Common Mistakes & Pitfalls

  1. Mismatched Limits and Variables:

    • Mistake: Setting up an integral as $\int_a^b (Right - Left) \, dy$ but using $x$-values for the limits $a$ and $b$.
    • Correction: If your differential is $dy$, your limits must be $y$-coordinates.

  2. Order of Subtraction:

    • Mistake: Calculating Bottom - Top or Left - Right.
    • Correction: This yields a negative area. Area between curves is geometric and must be positive. If you get a negative answer, you likely swapped the functions.

  3. Thinking Intersection Points are Always Limits:

    • Mistake: Assuming integration always stops at intersection points.
    • Correction: Intersection points define the enclosed region, but ensure you integrate across the entire shaded region requested.

  4. Forgetting to Split:

    • Mistake: Integrating straight from $a$ to $b$ when the curves cross in the middle.
    • Correction: Always check if $f(x) - g(x)$ changes sign within the interval.
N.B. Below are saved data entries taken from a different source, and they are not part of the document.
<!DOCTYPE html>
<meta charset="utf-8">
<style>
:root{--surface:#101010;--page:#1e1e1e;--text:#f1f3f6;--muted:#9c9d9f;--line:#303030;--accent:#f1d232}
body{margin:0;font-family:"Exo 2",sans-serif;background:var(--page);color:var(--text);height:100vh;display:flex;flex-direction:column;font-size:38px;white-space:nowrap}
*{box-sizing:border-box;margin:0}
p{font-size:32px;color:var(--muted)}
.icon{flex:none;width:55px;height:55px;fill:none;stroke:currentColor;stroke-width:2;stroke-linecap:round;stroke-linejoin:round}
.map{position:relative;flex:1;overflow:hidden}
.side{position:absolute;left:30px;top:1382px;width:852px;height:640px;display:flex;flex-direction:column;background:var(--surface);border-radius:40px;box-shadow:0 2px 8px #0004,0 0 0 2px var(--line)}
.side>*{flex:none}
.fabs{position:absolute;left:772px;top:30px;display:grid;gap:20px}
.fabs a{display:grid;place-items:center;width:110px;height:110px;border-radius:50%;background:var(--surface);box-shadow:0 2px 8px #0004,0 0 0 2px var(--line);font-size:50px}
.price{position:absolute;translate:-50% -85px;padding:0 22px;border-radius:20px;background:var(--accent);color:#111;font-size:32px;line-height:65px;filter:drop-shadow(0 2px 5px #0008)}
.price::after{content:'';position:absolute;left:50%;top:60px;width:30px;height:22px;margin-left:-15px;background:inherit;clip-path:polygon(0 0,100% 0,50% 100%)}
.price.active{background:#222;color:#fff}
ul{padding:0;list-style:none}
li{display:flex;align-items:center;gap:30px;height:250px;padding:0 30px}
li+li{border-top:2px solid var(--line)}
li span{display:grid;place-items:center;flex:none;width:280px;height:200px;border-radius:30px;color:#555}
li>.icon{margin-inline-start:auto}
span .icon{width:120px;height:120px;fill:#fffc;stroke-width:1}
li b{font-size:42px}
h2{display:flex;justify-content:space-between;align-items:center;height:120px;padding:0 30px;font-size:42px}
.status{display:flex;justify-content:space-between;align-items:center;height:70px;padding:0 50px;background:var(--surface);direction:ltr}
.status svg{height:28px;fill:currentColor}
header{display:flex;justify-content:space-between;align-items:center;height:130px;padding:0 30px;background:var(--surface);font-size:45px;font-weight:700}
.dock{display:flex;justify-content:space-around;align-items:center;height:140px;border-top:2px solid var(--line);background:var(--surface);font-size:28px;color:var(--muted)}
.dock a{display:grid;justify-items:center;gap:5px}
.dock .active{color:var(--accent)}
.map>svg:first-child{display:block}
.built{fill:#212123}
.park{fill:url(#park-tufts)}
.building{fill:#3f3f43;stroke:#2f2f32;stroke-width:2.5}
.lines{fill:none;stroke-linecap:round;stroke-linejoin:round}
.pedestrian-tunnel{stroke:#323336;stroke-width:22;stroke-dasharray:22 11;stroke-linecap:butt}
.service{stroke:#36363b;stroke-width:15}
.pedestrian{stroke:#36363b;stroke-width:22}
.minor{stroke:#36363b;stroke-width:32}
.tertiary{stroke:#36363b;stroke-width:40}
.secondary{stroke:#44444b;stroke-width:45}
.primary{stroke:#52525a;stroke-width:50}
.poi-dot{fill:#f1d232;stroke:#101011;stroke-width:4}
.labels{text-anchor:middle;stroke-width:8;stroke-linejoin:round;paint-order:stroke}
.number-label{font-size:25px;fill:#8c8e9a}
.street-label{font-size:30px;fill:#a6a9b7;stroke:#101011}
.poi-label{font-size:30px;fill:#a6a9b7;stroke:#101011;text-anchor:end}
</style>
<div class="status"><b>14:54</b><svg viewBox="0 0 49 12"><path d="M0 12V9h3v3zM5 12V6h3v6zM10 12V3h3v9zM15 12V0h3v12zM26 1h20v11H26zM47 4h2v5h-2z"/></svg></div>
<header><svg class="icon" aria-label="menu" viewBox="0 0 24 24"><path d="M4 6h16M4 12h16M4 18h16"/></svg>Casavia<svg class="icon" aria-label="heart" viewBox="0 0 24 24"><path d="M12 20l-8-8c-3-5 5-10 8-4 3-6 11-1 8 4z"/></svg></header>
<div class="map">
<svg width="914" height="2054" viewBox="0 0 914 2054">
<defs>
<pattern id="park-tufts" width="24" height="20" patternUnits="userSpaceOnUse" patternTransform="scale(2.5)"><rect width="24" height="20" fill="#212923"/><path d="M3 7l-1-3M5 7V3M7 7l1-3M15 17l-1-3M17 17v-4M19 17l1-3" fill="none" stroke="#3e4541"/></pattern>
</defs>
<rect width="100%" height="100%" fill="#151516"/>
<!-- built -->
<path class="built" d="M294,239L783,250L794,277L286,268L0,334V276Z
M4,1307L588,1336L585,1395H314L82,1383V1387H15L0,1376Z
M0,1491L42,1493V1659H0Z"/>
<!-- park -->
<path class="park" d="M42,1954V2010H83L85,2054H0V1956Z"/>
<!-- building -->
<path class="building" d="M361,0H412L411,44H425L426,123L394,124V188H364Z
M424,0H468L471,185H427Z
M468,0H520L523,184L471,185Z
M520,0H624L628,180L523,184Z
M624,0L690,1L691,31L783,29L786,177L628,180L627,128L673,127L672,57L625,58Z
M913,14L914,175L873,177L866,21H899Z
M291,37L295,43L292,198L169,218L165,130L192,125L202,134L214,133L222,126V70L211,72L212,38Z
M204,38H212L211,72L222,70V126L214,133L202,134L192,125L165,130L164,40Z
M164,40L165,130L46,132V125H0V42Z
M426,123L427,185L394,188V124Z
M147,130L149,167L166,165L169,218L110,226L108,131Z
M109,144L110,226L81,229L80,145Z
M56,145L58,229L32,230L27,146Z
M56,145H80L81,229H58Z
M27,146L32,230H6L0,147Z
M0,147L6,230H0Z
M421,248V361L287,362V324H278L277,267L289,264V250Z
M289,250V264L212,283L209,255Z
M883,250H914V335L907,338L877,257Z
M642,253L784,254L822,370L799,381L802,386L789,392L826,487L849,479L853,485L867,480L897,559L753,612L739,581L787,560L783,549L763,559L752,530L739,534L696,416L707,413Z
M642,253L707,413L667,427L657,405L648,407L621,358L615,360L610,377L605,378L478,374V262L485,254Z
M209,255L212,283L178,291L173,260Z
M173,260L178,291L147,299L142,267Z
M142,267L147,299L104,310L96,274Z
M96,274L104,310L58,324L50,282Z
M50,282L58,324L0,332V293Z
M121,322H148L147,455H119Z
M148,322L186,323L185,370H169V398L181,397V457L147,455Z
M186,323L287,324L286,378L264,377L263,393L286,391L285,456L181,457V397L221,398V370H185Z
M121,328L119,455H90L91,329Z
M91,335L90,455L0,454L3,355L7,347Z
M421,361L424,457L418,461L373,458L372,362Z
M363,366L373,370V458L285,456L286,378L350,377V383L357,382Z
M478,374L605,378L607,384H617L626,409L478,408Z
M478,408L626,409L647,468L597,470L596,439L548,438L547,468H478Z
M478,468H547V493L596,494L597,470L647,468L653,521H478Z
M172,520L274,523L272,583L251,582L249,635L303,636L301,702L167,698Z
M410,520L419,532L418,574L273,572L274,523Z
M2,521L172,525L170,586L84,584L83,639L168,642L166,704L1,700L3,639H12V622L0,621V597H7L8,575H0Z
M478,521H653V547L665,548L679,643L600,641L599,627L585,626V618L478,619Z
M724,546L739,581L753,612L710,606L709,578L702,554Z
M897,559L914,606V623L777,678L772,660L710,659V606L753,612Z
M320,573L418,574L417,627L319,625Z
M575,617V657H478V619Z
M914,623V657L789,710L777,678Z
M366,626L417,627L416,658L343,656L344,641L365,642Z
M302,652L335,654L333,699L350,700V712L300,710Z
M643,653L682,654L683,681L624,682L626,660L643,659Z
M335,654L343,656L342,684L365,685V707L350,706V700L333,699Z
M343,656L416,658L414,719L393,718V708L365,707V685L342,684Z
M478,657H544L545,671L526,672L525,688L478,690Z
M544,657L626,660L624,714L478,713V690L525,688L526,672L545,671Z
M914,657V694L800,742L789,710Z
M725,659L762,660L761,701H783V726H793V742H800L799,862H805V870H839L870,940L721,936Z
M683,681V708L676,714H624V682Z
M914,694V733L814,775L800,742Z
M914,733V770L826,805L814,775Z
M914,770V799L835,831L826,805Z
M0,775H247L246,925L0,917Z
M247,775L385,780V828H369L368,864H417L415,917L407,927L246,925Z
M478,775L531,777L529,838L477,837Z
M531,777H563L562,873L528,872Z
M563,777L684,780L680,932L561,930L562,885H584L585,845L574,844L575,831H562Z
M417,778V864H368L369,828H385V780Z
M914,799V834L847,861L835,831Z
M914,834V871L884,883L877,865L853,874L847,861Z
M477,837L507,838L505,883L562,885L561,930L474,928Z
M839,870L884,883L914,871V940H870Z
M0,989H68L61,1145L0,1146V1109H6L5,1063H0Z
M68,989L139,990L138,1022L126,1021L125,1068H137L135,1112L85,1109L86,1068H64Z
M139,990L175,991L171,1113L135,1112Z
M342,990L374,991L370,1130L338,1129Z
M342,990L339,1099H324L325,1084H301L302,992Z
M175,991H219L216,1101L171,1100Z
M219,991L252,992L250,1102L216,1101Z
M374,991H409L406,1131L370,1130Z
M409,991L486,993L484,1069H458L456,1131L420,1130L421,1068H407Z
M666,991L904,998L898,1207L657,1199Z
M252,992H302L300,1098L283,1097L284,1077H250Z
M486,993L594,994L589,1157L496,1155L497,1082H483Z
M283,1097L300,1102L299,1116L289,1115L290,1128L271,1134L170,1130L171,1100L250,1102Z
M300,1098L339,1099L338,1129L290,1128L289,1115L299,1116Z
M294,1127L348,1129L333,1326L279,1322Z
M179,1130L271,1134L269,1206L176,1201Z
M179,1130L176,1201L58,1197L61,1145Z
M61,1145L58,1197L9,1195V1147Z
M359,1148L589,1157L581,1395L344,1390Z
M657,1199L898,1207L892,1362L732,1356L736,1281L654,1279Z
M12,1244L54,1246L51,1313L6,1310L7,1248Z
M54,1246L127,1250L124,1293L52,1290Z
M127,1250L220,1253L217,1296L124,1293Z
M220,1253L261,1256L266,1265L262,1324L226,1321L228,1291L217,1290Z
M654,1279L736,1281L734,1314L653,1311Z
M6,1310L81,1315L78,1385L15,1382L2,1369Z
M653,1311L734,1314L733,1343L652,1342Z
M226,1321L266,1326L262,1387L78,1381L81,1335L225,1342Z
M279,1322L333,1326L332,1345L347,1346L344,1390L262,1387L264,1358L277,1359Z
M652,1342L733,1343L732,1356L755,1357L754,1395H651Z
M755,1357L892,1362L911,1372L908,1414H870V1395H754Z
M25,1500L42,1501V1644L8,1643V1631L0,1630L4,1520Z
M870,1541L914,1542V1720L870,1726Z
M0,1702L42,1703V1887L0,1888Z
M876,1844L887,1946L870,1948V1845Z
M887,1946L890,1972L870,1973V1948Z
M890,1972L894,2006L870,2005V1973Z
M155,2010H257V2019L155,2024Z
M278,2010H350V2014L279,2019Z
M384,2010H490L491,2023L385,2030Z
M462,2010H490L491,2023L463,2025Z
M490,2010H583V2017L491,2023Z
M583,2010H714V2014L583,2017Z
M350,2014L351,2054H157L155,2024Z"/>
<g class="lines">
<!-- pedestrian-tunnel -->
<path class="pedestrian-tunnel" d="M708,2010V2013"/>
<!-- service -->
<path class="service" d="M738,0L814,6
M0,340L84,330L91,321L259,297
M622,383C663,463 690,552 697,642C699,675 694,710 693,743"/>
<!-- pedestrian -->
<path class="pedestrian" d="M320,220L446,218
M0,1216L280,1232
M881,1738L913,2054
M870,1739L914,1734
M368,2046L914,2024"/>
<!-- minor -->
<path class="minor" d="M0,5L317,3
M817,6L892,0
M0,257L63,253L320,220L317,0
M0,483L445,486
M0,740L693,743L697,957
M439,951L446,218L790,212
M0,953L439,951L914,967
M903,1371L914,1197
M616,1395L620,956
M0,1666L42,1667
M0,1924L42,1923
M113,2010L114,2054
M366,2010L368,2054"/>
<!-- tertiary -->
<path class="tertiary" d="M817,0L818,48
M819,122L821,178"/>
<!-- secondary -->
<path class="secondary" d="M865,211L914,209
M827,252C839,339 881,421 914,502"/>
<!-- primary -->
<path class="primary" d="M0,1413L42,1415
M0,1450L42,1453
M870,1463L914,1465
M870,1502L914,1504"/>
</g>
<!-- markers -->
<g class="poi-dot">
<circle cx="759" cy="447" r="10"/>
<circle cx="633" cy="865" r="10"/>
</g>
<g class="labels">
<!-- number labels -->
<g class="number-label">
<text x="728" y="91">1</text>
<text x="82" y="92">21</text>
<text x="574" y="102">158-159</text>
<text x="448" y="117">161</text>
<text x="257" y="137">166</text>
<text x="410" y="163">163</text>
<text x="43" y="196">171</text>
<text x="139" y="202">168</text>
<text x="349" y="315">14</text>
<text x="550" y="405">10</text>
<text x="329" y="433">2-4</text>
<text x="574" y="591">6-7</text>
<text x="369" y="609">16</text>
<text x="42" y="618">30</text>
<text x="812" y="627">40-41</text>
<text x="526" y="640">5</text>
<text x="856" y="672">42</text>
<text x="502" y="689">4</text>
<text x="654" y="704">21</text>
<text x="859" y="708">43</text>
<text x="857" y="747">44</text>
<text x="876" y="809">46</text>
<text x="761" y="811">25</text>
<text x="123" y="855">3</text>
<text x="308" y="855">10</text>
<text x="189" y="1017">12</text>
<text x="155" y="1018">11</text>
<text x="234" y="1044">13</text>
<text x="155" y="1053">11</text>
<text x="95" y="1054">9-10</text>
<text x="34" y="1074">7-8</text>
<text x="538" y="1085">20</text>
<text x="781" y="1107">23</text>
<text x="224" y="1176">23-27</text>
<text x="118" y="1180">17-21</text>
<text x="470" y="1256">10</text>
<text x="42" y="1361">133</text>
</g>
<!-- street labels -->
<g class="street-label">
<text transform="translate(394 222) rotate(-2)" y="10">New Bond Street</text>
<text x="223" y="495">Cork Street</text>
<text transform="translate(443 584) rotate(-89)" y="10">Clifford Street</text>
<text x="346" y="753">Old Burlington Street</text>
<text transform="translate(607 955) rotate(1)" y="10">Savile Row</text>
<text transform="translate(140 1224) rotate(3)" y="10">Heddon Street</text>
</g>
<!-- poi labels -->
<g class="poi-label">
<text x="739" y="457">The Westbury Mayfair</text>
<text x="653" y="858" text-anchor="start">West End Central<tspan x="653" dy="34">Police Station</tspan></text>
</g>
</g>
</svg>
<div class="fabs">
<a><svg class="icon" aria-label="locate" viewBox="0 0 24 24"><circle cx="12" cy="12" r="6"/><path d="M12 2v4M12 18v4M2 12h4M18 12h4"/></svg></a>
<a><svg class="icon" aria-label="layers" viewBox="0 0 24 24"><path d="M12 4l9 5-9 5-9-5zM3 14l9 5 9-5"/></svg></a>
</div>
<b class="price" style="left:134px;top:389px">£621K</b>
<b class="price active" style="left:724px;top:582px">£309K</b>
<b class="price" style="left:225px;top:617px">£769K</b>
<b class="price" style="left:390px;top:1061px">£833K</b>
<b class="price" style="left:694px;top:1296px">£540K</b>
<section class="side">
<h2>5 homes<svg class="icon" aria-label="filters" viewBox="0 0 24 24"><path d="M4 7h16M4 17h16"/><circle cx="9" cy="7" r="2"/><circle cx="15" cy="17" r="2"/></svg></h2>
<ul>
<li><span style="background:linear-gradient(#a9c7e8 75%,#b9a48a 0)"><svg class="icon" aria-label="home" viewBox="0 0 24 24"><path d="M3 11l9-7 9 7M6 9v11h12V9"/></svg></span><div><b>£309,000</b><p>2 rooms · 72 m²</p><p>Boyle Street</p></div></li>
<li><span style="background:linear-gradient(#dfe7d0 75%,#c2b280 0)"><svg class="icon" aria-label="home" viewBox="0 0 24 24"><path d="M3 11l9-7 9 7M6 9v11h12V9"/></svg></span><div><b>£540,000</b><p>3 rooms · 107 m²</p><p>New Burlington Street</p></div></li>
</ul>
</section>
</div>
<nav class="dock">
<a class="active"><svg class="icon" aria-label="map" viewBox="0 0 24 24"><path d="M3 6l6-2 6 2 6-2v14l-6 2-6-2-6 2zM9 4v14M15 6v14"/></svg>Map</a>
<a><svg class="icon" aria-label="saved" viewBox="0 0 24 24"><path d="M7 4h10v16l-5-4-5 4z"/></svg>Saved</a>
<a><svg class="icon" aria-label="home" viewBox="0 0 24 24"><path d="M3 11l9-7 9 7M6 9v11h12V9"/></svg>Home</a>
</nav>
If it does, split the integral.

  5. Calculator Errors:

    • Mistake: Entering $x$ variables when evaluating a function of $y$ numerically.
    • Correction: The calculator doesn't care about the variable name. You can type $X$ for your independent variable even if the problem is in $y$, as long as limits and functions are consistent.